▸ **What is being asked**
Can you quote, word for word, every line from the first line of the records below through the line containing "position:absolute; left:882px; top:21px;", and nothing else?

(Beginning of Dataset records)

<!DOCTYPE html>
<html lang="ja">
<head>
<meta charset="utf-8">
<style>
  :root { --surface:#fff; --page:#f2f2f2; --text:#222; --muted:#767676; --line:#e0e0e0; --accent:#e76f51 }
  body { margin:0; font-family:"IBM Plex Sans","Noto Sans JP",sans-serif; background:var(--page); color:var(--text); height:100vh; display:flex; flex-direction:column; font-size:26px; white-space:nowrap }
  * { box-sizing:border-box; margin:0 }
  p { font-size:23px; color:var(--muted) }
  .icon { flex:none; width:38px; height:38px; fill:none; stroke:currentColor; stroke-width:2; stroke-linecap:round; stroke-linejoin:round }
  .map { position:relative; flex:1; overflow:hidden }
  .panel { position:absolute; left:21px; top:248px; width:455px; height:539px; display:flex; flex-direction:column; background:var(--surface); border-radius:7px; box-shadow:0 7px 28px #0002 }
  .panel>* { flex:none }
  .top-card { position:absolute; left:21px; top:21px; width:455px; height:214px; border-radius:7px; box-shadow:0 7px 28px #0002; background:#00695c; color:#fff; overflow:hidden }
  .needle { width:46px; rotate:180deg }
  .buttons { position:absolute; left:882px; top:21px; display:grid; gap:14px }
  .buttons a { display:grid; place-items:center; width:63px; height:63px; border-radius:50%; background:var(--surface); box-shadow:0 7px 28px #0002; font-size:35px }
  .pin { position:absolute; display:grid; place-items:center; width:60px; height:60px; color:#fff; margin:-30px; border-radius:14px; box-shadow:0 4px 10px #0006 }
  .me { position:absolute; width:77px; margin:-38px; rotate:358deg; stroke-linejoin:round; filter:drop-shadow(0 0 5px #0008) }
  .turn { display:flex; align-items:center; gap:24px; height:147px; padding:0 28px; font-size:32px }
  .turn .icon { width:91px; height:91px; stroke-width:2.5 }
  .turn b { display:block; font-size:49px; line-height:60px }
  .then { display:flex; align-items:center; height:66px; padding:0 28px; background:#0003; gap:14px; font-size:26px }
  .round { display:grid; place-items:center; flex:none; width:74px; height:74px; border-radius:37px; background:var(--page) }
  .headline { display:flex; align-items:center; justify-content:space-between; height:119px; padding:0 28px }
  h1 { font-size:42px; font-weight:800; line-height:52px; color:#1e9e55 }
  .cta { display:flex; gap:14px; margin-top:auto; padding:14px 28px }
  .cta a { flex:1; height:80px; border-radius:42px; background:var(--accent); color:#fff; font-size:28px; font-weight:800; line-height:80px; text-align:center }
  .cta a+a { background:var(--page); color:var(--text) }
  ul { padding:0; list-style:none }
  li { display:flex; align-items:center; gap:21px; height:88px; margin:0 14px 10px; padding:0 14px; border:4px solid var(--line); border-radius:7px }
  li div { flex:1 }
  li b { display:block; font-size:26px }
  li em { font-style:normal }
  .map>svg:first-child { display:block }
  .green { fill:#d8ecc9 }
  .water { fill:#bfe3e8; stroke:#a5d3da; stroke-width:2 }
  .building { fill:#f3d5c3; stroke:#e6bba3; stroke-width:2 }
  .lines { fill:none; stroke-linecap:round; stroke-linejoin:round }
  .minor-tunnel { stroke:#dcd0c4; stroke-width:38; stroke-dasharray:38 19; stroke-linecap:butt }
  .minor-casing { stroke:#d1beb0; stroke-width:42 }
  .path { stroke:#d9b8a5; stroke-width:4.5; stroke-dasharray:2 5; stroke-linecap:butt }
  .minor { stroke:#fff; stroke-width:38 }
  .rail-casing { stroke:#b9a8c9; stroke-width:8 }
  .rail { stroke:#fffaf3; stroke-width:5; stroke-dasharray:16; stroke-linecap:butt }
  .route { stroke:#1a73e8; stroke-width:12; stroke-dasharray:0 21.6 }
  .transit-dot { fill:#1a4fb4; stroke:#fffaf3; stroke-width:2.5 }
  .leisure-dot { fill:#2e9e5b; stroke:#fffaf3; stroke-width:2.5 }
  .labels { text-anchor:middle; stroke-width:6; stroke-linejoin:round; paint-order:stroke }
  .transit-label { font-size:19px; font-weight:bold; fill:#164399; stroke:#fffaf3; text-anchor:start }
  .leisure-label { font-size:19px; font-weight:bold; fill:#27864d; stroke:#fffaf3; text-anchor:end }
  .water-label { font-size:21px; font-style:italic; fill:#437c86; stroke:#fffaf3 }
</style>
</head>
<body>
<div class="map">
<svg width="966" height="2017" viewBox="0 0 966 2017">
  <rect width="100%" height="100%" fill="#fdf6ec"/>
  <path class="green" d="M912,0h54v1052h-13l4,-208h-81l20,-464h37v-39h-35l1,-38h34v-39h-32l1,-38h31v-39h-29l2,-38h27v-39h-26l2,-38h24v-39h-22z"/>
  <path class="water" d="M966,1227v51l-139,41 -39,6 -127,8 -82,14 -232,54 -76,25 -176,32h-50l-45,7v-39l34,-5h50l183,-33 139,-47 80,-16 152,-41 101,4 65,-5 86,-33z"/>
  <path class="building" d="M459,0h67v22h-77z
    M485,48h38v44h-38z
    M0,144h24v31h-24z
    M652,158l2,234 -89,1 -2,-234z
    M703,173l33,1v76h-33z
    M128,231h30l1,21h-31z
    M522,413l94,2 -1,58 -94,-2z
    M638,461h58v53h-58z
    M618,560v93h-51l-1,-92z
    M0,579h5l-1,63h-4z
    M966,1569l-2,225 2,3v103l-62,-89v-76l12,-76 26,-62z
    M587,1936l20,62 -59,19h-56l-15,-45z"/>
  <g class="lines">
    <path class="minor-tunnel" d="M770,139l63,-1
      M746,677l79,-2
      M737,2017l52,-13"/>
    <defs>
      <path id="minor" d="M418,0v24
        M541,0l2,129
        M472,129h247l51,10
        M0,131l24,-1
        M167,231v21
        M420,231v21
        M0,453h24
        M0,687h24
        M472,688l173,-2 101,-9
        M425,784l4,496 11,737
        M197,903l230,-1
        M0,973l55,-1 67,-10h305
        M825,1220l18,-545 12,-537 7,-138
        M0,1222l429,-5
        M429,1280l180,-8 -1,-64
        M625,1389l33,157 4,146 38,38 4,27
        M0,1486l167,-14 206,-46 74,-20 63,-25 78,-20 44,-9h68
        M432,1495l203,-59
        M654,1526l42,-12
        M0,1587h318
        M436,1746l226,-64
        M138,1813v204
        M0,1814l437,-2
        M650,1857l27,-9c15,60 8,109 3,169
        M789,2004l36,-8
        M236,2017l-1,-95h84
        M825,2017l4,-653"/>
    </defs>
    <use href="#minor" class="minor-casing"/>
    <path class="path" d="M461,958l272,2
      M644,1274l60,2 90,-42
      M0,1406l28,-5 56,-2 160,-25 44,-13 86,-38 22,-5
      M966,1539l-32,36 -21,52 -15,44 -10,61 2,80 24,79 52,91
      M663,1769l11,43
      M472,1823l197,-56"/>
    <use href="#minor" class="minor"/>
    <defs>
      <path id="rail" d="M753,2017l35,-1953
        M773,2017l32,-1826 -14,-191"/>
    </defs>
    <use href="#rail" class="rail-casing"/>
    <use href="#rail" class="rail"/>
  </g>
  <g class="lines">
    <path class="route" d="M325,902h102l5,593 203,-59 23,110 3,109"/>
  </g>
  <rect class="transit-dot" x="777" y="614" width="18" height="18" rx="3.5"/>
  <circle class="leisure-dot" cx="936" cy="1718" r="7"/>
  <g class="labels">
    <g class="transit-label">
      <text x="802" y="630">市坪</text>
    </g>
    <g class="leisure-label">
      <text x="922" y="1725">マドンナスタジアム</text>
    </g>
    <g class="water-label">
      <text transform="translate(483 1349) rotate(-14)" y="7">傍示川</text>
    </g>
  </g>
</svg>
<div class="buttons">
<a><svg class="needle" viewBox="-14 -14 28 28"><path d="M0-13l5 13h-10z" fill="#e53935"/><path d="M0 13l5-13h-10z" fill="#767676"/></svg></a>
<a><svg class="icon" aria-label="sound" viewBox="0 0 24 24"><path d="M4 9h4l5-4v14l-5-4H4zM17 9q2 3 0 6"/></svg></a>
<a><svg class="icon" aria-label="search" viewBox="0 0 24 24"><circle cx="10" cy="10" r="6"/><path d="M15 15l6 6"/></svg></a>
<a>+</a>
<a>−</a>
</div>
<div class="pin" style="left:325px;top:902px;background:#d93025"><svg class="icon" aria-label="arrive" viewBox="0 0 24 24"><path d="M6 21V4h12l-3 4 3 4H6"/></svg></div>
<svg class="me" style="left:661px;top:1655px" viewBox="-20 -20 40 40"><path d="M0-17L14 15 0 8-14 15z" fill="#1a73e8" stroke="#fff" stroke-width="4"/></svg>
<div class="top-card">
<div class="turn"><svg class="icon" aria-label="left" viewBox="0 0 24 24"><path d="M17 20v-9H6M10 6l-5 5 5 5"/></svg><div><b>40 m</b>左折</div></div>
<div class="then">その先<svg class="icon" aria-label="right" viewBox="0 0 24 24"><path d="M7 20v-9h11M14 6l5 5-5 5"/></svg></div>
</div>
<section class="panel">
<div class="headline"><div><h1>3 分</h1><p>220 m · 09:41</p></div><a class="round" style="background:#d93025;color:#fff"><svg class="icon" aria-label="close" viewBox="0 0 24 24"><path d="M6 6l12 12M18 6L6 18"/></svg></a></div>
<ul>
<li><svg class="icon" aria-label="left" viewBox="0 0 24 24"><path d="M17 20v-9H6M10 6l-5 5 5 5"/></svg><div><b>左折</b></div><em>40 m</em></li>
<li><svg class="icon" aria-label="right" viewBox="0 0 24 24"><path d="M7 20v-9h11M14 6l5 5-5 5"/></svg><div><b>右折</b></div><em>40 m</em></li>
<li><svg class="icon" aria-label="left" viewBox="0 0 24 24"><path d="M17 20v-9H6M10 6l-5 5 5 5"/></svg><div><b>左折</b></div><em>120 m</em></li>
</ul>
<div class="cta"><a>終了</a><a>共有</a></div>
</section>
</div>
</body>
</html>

(End of Dataset records)

▸ **Answer area**
<!DOCTYPE html>
<html lang="ja">
<head>
<meta charset="utf-8">
<style>
  :root { --surface:#fff; --page:#f2f2f2; --text:#222; --muted:#767676; --line:#e0e0e0; --accent:#e76f51 }
  body { margin:0; font-family:"IBM Plex Sans","Noto Sans JP",sans-serif; background:var(--page); color:var(--text); height:100vh; display:flex; flex-direction:column; font-size:26px; white-space:nowrap }
  * { box-sizing:border-box; margin:0 }
  p { font-size:23px; color:var(--muted) }
  .icon { flex:none; width:38px; height:38px; fill:none; stroke:currentColor; stroke-width:2; stroke-linecap:round; stroke-linejoin:round }
  .map { position:relative; flex:1; overflow:hidden }
  .panel { position:absolute; left:21px; top:248px; width:455px; height:539px; display:flex; flex-direction:column; background:var(--surface); border-radius:7px; box-shadow:0 7px 28px #0002 }
  .panel>* { flex:none }
  .top-card { position:absolute; left:21px; top:21px; width:455px; height:214px; border-radius:7px; box-shadow:0 7px 28px #0002; background:#00695c; color:#fff; overflow:hidden }
  .needle { width:46px; rotate:180deg }
  .buttons { position:absolute; left:882px; top:21px; display:grid; gap:14px }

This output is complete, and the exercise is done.